I did not have a good childhood, and my teenage years were even worse, but it was simple. Apart from the artificial worries my parents and church imposed on me, there wasn’t much to worry about, really. And the thing about that song is, it manages to capture that simplicity very, very well. When you’re in early high school, who worries about mortgages, about politics, about work, money, all that stuff? You just worry about getting to school, doing your homework, and playing at being adult even though you have no idea what adulthood is all about.
I don’t wish to go back to my high school years. But I kind of wish to go back to the idea of high school years. They’re stupid, banal, your worse worries are often what kind of grades you’re going to get in school, and even though often everything feels like it’s going to be the end of the world, I’d rather have that in favor of what’s going on around me today.

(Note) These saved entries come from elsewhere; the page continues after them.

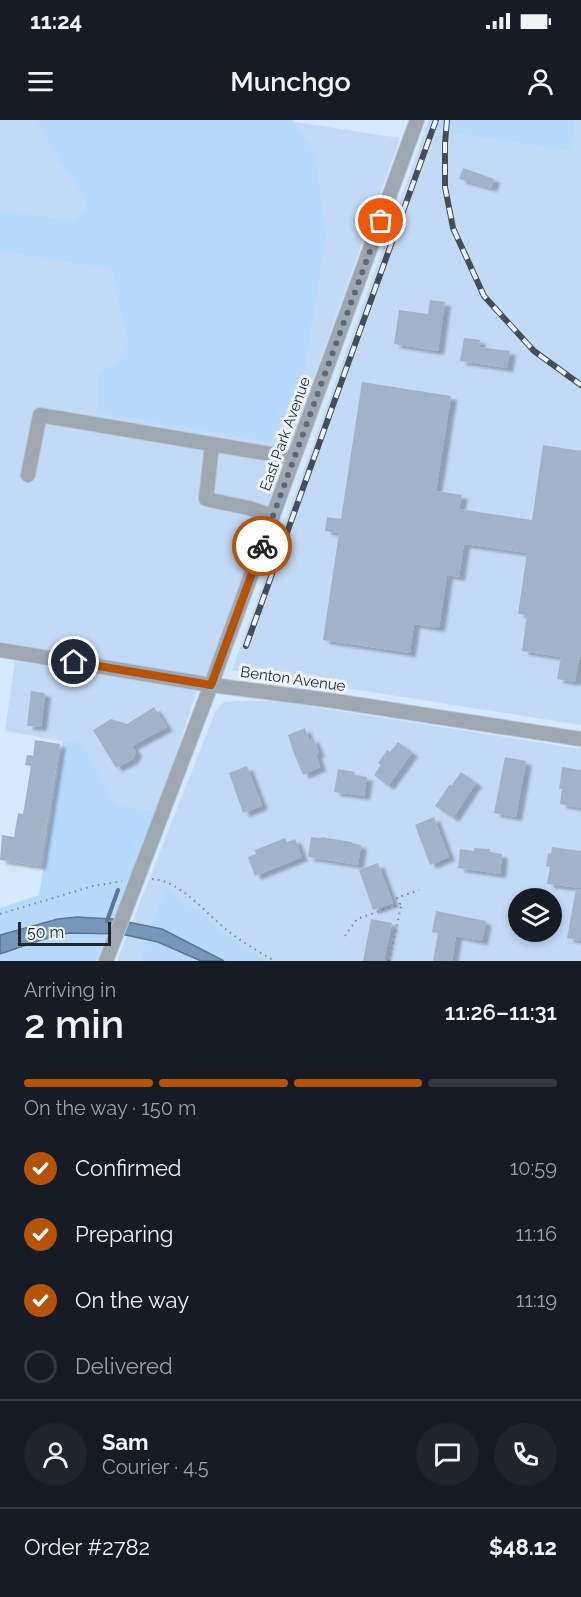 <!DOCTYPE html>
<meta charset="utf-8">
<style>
body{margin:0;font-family:Raleway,sans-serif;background:#20242c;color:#f1f3f6;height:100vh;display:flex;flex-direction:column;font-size:22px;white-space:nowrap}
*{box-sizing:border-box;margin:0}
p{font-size:20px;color:#9ea1a6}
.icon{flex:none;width:33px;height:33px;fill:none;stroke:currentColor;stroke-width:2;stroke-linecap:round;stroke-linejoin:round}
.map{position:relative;height:841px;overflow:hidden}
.side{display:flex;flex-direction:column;background:#171b24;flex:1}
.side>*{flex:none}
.buttons{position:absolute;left:508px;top:768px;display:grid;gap:12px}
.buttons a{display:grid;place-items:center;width:54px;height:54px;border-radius:50%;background:#171b24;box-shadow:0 3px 9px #0003;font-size:30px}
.scale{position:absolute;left:18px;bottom:15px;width:93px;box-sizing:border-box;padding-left:6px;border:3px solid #1f262e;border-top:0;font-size:16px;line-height:21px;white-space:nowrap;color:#1f262e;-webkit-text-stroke:4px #ecf4fd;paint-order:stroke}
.pin{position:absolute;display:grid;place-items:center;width:51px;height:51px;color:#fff;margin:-26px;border:3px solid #fff;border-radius:50%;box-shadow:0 2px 6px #0007}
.courier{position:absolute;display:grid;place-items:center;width:60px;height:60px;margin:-30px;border:4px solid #b45309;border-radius:50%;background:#fff;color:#222;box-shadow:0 2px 8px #0007}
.headline em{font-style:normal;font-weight:600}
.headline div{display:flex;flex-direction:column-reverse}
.headline{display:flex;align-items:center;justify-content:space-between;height:102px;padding:0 24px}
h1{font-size:39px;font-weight:600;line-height:45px}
.bar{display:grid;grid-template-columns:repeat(4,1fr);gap:9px 6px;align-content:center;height:72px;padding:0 24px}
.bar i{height:8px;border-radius:4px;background:#363941}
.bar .on{background:#b45309}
.bar p{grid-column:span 4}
.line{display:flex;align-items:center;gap:15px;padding:0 24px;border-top:2px solid #363941}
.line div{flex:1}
.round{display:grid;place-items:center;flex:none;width:63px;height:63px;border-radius:32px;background:#20242c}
ol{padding:0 24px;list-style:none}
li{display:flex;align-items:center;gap:18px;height:66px}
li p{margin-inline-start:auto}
li .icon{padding:6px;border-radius:50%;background:#b45309;color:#fff;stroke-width:4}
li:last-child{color:#9ea1a6}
li i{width:33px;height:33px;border:3px solid #363941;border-radius:50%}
.status{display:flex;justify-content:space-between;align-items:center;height:42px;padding:0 30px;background:#171b24;direction:ltr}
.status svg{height:16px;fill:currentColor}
header{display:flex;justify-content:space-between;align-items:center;height:78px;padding:0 24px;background:#171b24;font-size:27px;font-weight:600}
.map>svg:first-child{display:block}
.built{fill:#c3daf6;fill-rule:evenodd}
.green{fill:#b8d9fe}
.water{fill:#7697bc;stroke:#5c7591;stroke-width:1.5}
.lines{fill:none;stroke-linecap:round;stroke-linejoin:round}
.stream{stroke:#5c7591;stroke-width:4}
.building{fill:#a1b3c8;filter:url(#shadow)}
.minor-casing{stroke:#b3c5d9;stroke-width:16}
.path{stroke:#7e8b9b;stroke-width:2;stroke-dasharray:1.5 4.5;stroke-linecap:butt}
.minor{stroke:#9fa7b1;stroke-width:14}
.rail-casing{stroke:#444e58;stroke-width:6}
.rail{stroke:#ecf4fd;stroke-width:4;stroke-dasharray:11;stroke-linecap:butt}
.done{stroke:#5e6a77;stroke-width:6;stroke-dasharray:0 10.8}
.route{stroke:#b45309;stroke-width:8}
.labels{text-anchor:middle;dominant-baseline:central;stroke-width:6;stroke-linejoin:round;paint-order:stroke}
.street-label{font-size:15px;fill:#1f262e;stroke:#ecf4fd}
</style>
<div class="status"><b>11:24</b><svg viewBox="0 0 49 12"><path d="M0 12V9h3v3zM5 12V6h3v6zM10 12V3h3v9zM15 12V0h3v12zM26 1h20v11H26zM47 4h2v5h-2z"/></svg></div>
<header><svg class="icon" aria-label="menu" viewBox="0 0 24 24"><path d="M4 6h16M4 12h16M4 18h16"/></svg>Munchgo<svg class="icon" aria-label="person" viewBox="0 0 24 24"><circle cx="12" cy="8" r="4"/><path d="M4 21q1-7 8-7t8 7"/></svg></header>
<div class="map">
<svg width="581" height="841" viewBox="0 0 581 841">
<defs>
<filter id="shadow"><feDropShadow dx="6" dy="4" stdDeviation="1.5" flood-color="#0004"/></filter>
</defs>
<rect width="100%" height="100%" fill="#d4e8fe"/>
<path class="built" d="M0,0H282L400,18L206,558L0,528Z
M576,0H581V605L232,550L426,9L571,32Z
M15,541L197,570L158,691L117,685L81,624L5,611Z
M239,581H277L581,629V841H117L216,590L224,582ZM519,778H552V812H519Z"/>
<path class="green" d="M36,0H293L315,33L326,116L304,254L269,322L97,292L99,254L117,242L128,224L112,149L0,131V90L73,101L87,89L82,72L61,43Z
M429,0H576L571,32L426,9Z
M63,621L81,623L117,685L158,691L113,799L77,797L58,799L0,815V788L39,775Z
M166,767L239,824L267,841H224L162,809L151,806Z
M77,812L108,813L97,841H0V834L44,819Z
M148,819L168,826L201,841H140Z"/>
<path class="water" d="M77,797L113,799L162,809L224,841H201L158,822L121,814L69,813L44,819L0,834V815L58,799Z"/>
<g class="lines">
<path class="stream" d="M107,801L118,770"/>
</g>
<path class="building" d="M463,48L494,59L491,68L459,59Z
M430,180L445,182L438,231L394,224L399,190L428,194Z
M464,218L480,220L479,227L510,231L507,248L460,241Z
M362,262L451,276L436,371L462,375L459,389L532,400L543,325L581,331V540L579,539L575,562L557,559L561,537L522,531L527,495L518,494L527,433L464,424L459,457L447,455L439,508L414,504L410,533L323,520L339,413L325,411L327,397L341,399Z
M31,571L45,573L41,607L27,606Z
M154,587L167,607L132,626L136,632L133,639L116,648L93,610L111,599L127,604Z
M305,608L309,620L313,618L319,633L316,634L320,647L303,655L293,631L288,615Z
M35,620L60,624L40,746L0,740L2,715L14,717L18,693L23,694L31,646L25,645L27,635L33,636Z
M398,622L412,633L388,666L374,655L381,645L378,643L387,630L390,632Z
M505,637L526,641L516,697L494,693Z
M247,646L262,686L243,693L229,653Z
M562,647L581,650V688L560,684L562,669H559Z
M338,649L355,652L354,655L367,657L364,676L334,672Z
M461,652L476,663L453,698L435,686L450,664L451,666Z
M434,697L449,737L430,745L415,705Z
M311,717L321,718V717L352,722V723L361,725L358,745L308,737Z
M285,718L287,722L295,719L302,737L255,756L248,737L256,734L255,730Z
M552,727L581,731V768L547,764L550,747L546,746L548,733L551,734Z
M474,728L490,729L489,732L502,734L500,754L458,748L460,729L474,731Z
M378,743L393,783L373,790L359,750Z
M576,769H581V821L567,818Z
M436,791L486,801L482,821L456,816L452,841H433L438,813L432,812Z
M371,799L392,803L384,841H363Z"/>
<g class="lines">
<g class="minor-casing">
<path id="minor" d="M212,325L206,379L249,388L273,396
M28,355L40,295L294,338
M0,530L211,565L328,580L581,619
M106,841L211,565L417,0"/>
</g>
<path class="path" d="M152,759C180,760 206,794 228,811C242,822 259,832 275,841
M0,794L93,766L122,761
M345,816L357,799L400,784L397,778L419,770
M389,841L401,786L400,784"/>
<use href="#minor" class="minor"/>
<g class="rail-casing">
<path id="rail" d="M447,0L445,23V67L453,108L484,176L534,231L581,265
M246,526L436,0"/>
</g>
<use href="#rail" class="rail"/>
</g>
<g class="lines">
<path class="done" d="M262,426L381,101"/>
<path class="route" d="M74,542L211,565L262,426"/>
</g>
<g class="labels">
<g class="street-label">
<text transform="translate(285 314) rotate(-70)">East Park Avenue</text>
<text transform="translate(293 559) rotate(8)">Benton Avenue</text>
</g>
</g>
</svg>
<div class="buttons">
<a><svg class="icon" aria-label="layers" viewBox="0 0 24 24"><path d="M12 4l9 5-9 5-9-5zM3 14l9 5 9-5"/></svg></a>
</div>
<div class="scale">50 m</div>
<div class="pin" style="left:381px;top:101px;background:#ea580c"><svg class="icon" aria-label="bag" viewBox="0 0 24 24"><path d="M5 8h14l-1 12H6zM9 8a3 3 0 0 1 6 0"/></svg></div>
<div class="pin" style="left:74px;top:542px;background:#1f2937"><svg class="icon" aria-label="home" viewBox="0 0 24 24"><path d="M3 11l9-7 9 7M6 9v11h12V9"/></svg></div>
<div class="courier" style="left:262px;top:426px"><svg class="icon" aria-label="bike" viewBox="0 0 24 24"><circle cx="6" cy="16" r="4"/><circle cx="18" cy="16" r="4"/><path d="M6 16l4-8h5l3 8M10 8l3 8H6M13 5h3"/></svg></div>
</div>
<section class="side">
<div class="headline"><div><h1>2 min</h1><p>Arriving in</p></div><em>11:26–11:31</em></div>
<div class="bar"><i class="on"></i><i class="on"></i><i class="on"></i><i></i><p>On the way · 150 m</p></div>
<ol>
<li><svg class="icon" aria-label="check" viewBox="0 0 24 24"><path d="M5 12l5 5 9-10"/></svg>Confirmed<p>10:59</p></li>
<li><svg class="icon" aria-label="check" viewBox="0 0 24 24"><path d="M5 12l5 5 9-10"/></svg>Preparing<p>11:16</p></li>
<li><svg class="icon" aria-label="check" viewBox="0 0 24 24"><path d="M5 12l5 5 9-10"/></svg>On the way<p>11:19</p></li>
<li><i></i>Delivered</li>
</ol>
<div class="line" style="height:108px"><a class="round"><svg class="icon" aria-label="person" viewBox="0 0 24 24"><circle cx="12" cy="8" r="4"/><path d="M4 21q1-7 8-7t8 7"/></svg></a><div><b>Sam</b><p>Courier · 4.5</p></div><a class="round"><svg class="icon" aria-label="chat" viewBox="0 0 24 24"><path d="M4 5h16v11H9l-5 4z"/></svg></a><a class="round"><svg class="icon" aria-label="phone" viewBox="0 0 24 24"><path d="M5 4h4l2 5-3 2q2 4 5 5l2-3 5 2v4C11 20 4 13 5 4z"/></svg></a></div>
<div class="line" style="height:78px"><div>Order #2782</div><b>$48.12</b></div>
</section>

If I could look back at the 80s and early 90s, knowing everything I do now… we didn’t know how good we had it. Now it’s all going to hell, and all we’ve got is the shadows of things that were.
And thanks to the Japanese for encapsulating them so perfectly. It’s such a great distraction, right when I really need one. Now, if you will excuse me, I need to figure out why three centimeters is a rule you can overlook.